Terror and rape in a Honduran village
about 6 years ago
My story takes me down dirt roads to the municipality of Santa Elena, which stretches out across 186 square kilometers in La Paz, southwestern Honduras. It’s an area of green pastureland, orchards, organic crops, and chimneys that fill the landscape with smoke. Its streams run crystal-clear, like the arteries of a circulatory system embedded in the mist-shrouded mountains. The air smells of tortillas, made with corn of different colors, and firewood freshly cut to take to the stove.
In the municipality is a village of the same name, home to the indigenous Lencas, who still travel on horseback and cultivate their corn and bean plots with ox-drawn plows. Most of the Lencas’ land is owned by the state or held in “communal titles” on behalf of indigenous groups, who consider land, rivers, and wildlife part of their body and spirit.
The Lencas’ worldview and traditions are under pressure from the Catholic Church, neoliberal economic policies, international aid programs, and the government, which uses carrots and sticks to influence them. Their activists have lately been the target of a terror campaign, including murder, for opposing construction of hydroelectric dams in the region. The dams are owned by the husband of Gladys Aurora López, vice president of the Honduran congress.
Maternity-related health complications are common, leading to one death in 2014, according to the Health Ministry. Teen pregnancy is also on the rise.
At the same time, the indigenous leaders of Santa Elena, who are members of human rights organizations, have accused activists and former officials from the ruling party of raping the community’s girls and women. Some of the victims, they say, have aborted or otherwise tried to get rid of the babies that resulted.
Abortion is illegal in Honduras, even in cases of rape.
To see if there is merit in the allegations, and to investigate the case of one young woman tried for infanticide in 2013, in September I began to search for information and to interview community leaders.
From the prosecutor's office, I requested records about the specific case, as well as records of men in the area who were convicted of rape around the same time. I also asked how many of the regional cases had occurred in the village of Santa Elena.
The prosecution refused to release most of the information, reporting only that in 2013 and 2014 two cases were brought against women for the violent deaths of newborns. No men were charged in crimes that might be considered related, such as rape or sexual assault.
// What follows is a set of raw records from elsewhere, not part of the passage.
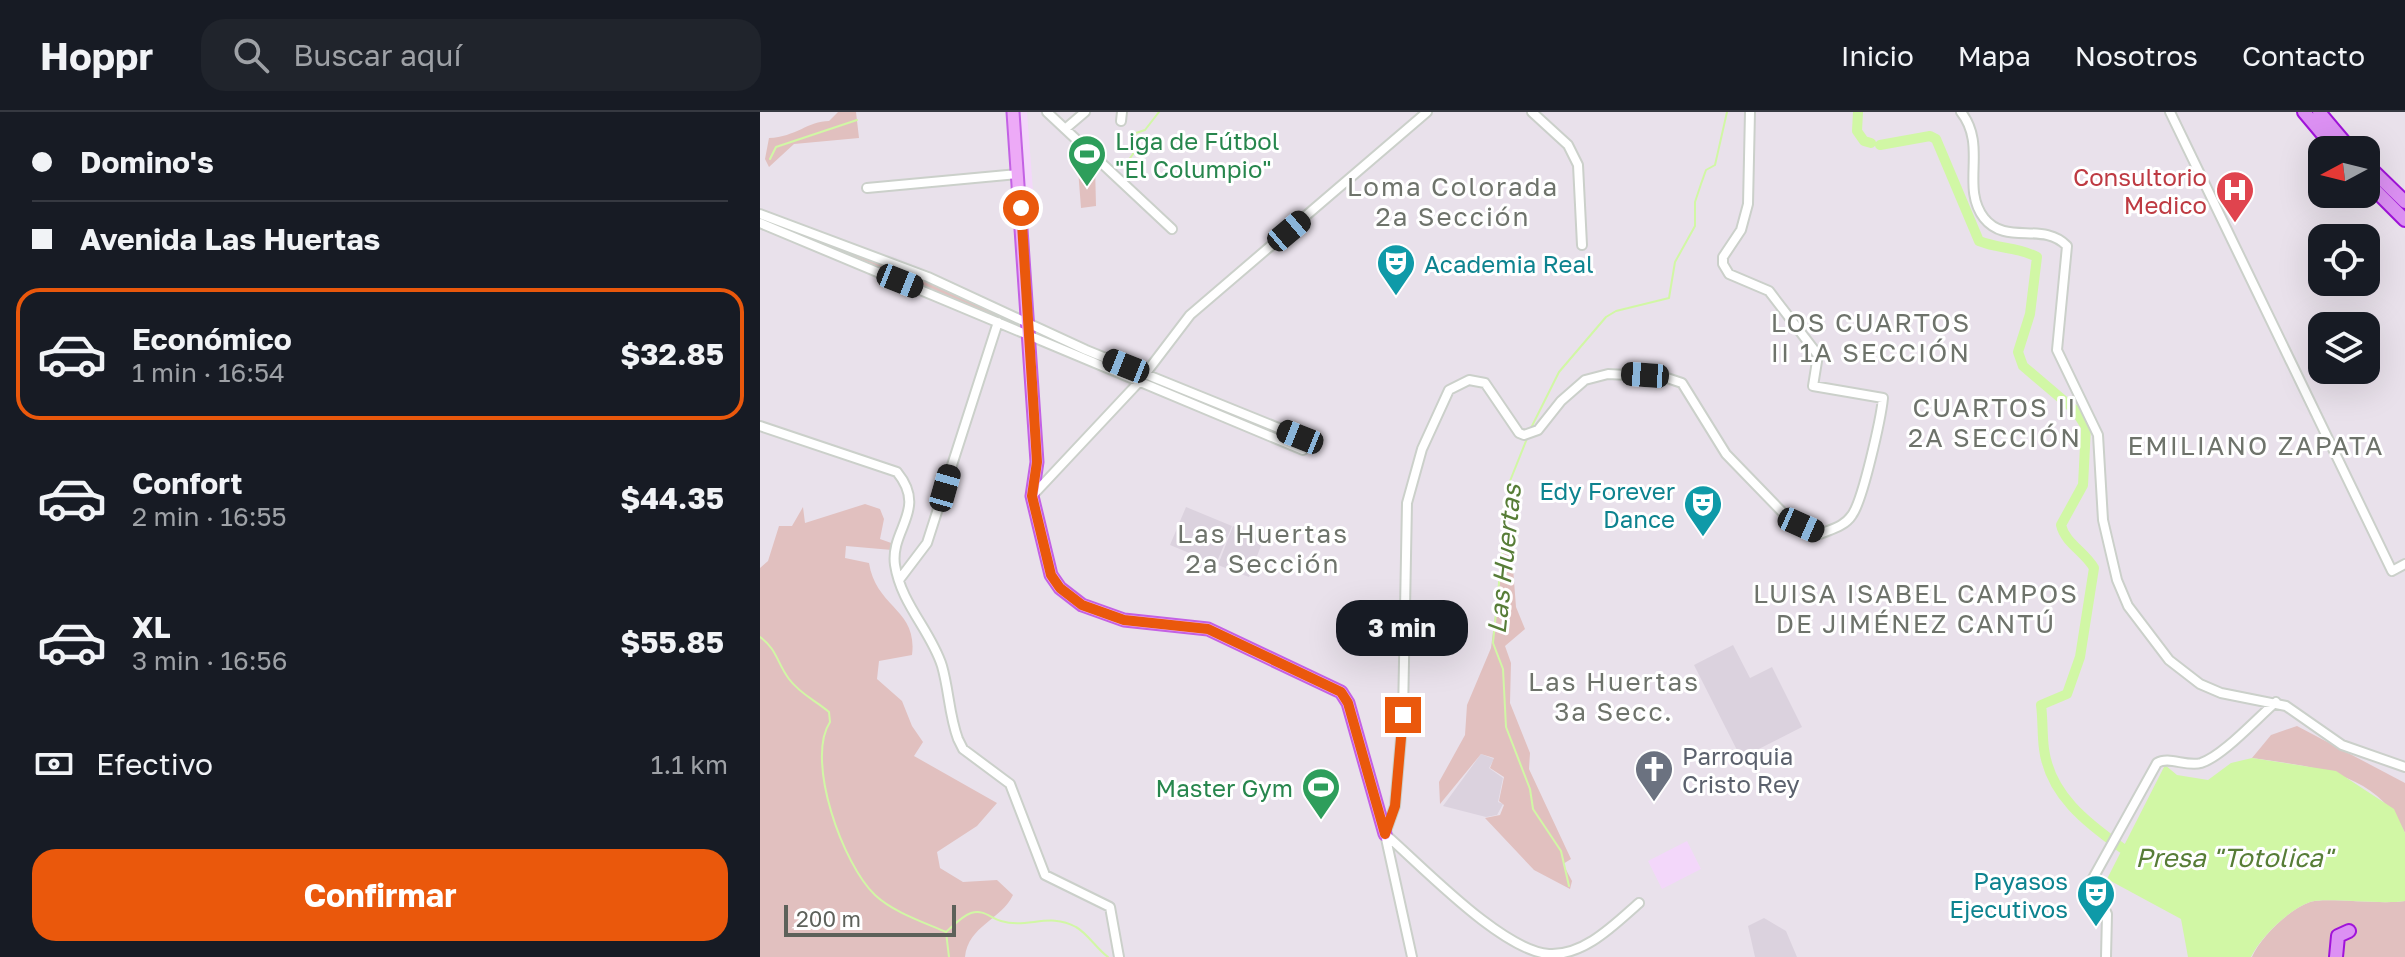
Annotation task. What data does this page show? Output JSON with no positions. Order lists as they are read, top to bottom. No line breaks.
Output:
{"districts":["Loma Colorada 2ª Sección","LOS CUARTOS II 1A SECCIÓN","CUARTOS II 2A SECCIÓN","EMILIANO ZAPATA","Las Huertas 2ª Sección","LUISA ISABEL CAMPOS DE JIMÉNEZ CANTÚ","Las Huertas 3ª Secc."],"water":["Las Huertas","Presa \"Totolica\""],"places":{"sports":["Liga de Fútbol \"El Columpio\"","Master Gym"],"hospital":["Consultorio Medico"],"theatre":["Academia Real","Edy Forever Dance","Payasos Ejecutivos"],"church":["Parroquia Cristo Rey"]},"scale_bar":"200 m","north":"left","page":{"header":"Hoppr","search":"Buscar aquí","nav":["Inicio","Mapa","Nosotros","Contacto"],"banner":["Domino's","Avenida Las Huertas"],"list":[{"name":"Económico","note":"1 min · 16:54","value":"$32.85"},{"name":"Confort","note":"2 min · 16:55","value":"$44.35"},{"name":"XL","note":"3 min · 16:56","value":"$55.85"}],"bubble":"3 min","pay":["Efectivo","1.1 km"],"buttons":"Confirmar","scale":"200 m"}}
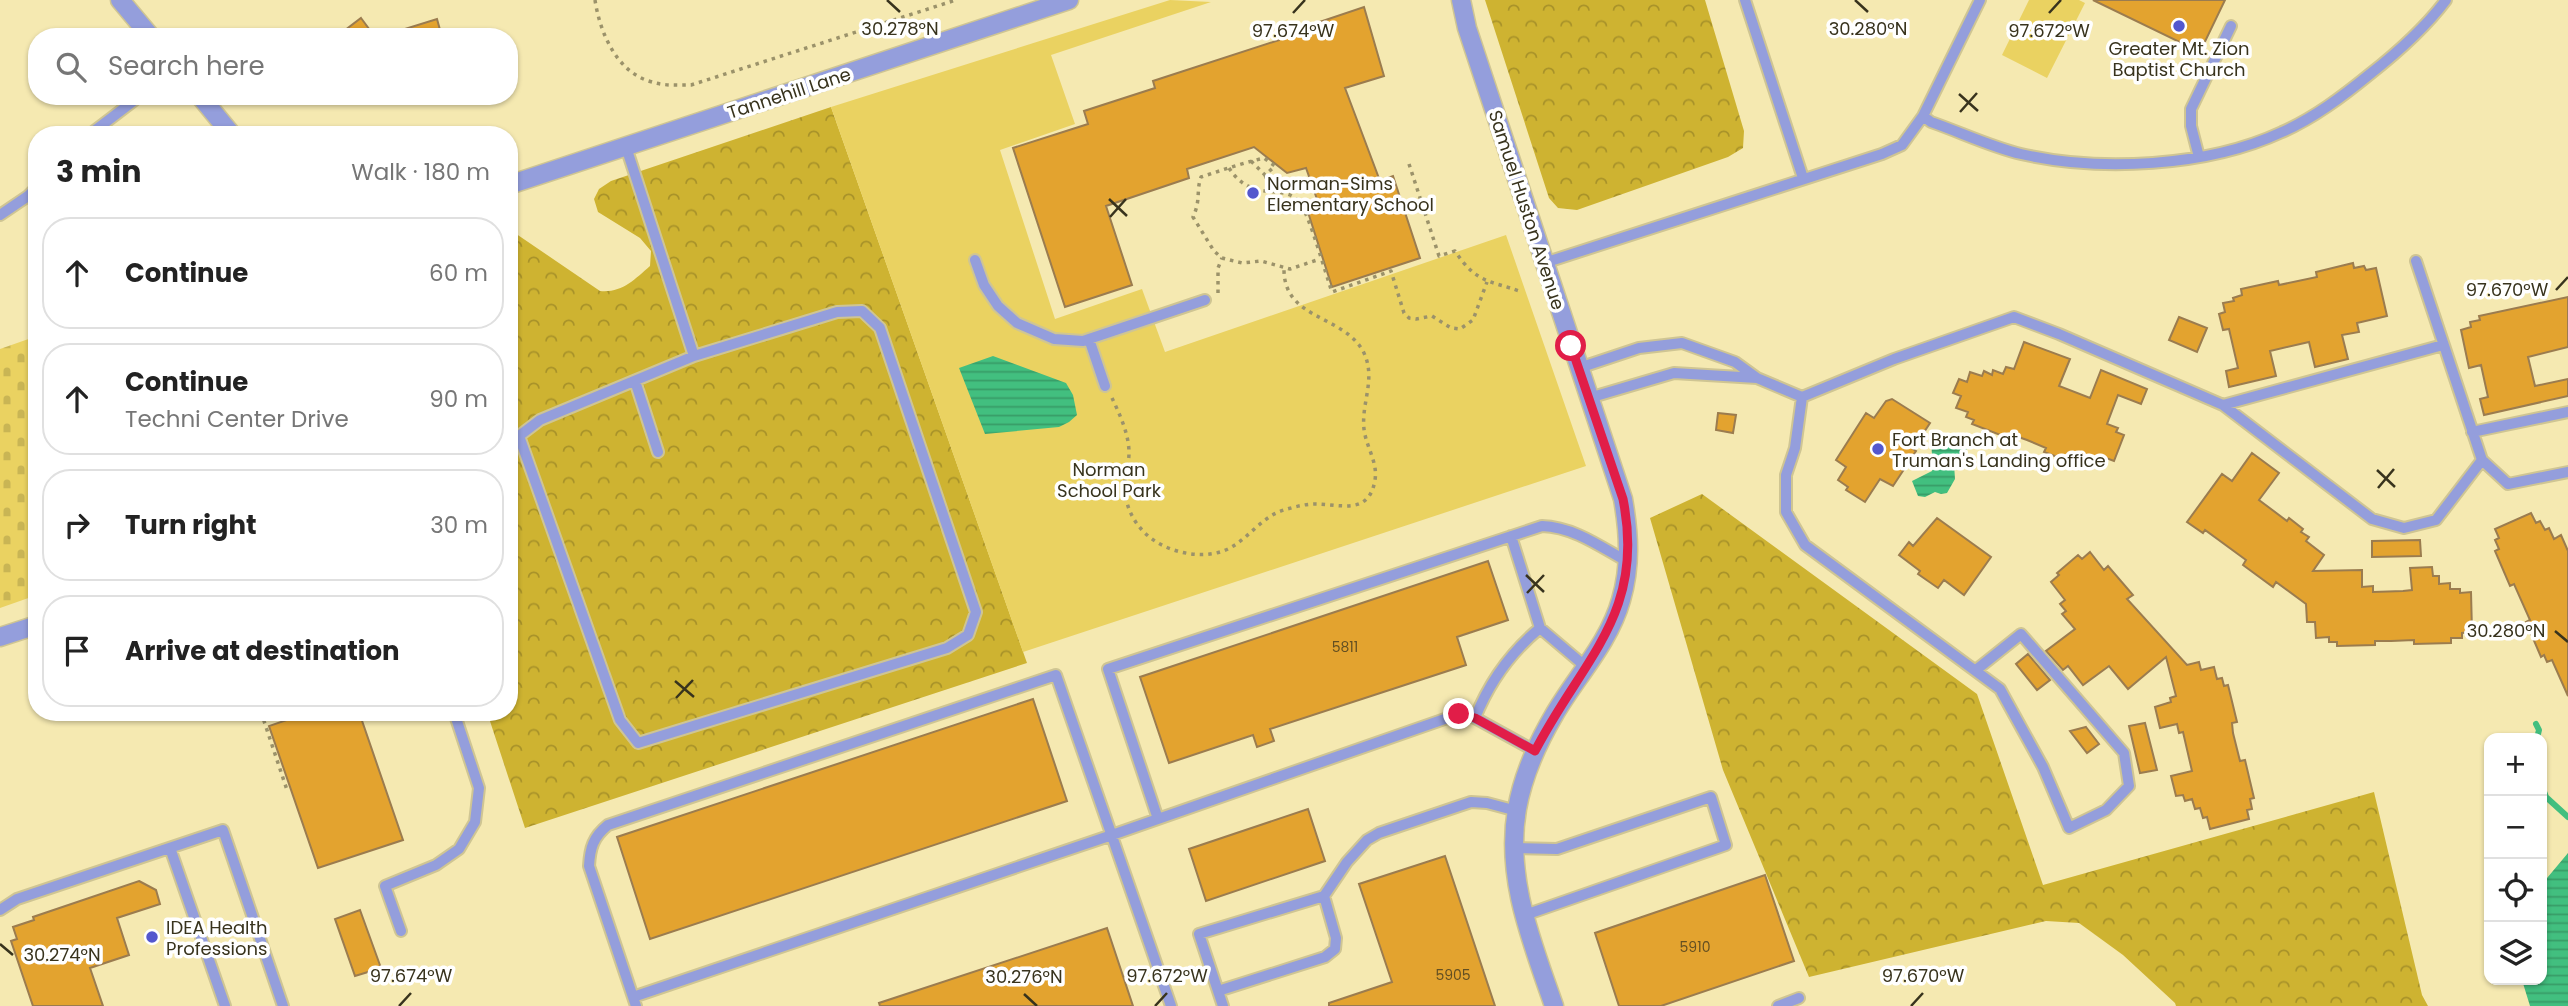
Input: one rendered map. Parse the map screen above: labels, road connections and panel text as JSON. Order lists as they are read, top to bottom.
{
  "streets": {
    "street": ["Tannehill Lane", "Samuel Huston Avenue"]
  },
  "parks": ["Norman School Park"],
  "places": [
    "Greater Mt. Zion Baptist Church",
    "Norman-Sims Elementary School",
    "Fort Branch at Truman's Landing office",
    "IDEA Health Professions"
  ],
  "house_numbers": ["5811", "5910", "5905"],
  "page": {
    "search": "Search here",
    "heading": ["3 min", "Walk · 180 m"],
    "list": [
      ["Continue", "60 m"],
      ["Continue", "Techni Center Drive", "90 m"],
      ["Turn right", "30 m"],
      "Arrive at destination"
    ],
    "map_buttons": ["+", "−"]
  },
  "coordinates": [
    "30.278°N",
    "30.280°N",
    "97.674°W",
    "97.672°W",
    "97.670°W",
    "30.274°N",
    "30.276°N"
  ]
}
In the face of the prosecutor’s refusal, I obtained the official information through contacts. It included an infanticide that occurred in Santa Elena in 2013 that does not show up in homicide statistics compiled by the Secretariat of Security.
Also in contradiction to the figures of the secretariat, court records show two infanticides in 2012. Local people say a ruling party activist raped an indigenous girl in one village and a former party official raped and impregnated another indigenous teenager in a different village.
"There was a problem of men watching over the girls to rape them, which the citizen’s safety committee stopped,” a community leader from Santa Elena said.
My research continues with meetings, interviews, fieldwork, and data analysis. Many thanks to those who made this dream possible and to Press Start for its support.